> **Task requirements**
Search the records for the string "Oxford", then copy each line where it appears.

%%

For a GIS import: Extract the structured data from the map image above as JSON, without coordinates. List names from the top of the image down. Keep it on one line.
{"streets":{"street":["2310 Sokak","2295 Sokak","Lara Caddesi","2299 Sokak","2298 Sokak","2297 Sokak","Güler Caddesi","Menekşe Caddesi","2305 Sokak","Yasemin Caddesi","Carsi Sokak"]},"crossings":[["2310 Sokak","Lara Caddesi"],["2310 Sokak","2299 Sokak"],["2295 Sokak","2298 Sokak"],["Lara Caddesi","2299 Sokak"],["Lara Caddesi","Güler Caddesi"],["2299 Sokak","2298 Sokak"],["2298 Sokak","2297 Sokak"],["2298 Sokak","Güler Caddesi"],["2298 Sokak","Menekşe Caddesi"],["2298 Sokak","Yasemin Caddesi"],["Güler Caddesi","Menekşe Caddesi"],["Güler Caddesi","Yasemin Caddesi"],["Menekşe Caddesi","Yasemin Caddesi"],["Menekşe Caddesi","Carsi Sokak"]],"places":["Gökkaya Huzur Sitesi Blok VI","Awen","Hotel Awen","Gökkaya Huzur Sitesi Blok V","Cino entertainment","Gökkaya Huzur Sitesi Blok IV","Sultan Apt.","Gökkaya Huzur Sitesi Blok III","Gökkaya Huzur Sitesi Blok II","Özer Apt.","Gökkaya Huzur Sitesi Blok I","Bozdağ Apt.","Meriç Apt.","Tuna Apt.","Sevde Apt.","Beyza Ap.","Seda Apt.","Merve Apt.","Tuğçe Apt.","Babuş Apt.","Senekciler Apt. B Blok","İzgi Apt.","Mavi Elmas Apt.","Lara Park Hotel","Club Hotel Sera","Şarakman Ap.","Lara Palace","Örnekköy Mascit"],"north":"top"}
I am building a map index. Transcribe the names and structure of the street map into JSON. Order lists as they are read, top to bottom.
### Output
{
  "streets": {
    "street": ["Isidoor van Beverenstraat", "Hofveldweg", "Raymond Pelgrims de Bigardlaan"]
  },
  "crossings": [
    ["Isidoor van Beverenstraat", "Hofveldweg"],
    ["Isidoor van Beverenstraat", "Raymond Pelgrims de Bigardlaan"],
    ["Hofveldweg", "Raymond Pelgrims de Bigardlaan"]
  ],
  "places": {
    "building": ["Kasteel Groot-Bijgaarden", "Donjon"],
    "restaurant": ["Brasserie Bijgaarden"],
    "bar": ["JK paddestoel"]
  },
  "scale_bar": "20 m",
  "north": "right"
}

%%
%%

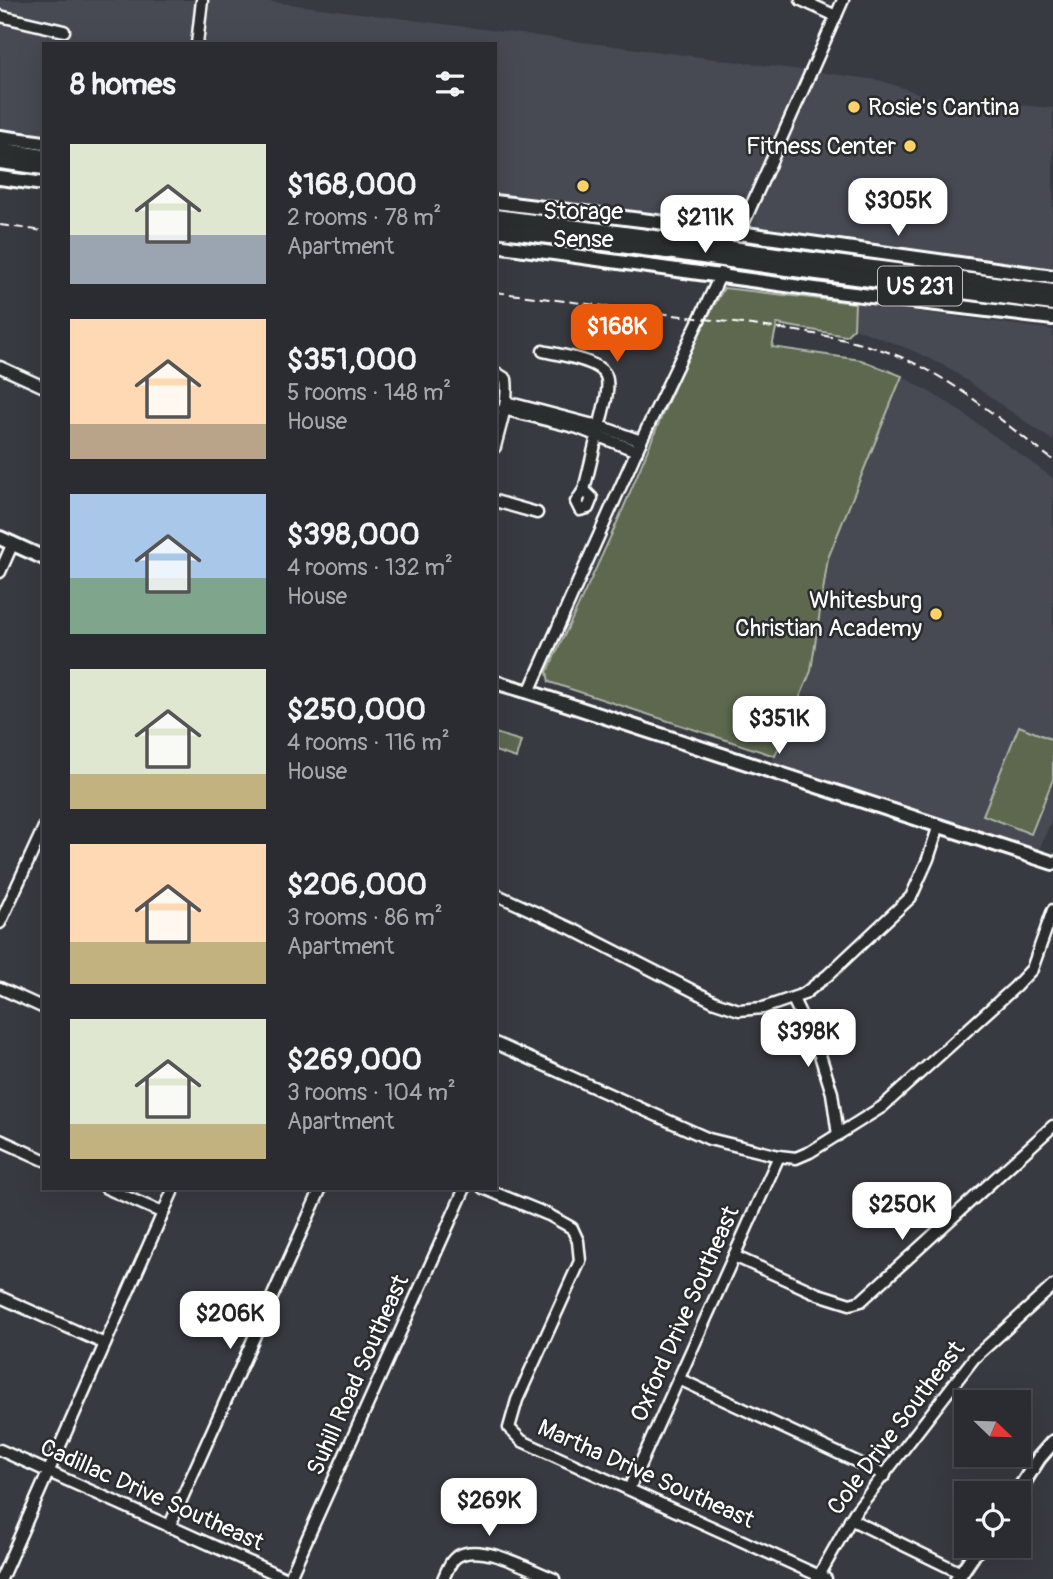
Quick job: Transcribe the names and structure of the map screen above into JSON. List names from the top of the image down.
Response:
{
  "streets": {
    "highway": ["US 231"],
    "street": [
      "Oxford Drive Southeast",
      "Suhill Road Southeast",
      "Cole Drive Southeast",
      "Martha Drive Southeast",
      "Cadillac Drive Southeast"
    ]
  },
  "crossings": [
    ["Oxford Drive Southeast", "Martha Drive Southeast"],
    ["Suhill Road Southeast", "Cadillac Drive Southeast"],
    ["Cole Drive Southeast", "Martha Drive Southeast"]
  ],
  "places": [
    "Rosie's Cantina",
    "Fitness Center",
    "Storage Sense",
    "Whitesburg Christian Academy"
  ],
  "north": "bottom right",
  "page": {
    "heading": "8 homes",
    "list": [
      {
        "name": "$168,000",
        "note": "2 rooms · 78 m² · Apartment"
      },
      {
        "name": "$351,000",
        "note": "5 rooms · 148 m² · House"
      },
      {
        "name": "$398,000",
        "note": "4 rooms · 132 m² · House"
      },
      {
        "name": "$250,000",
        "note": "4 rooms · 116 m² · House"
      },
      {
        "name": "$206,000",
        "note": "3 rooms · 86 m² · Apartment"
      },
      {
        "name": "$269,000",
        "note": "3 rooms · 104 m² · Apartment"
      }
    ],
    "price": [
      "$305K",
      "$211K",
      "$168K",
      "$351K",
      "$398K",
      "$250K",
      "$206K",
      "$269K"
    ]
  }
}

%%

> **Exercise solution**
      "Oxford Drive Southeast",
    ["Oxford Drive Southeast", "Martha Drive Southeast"],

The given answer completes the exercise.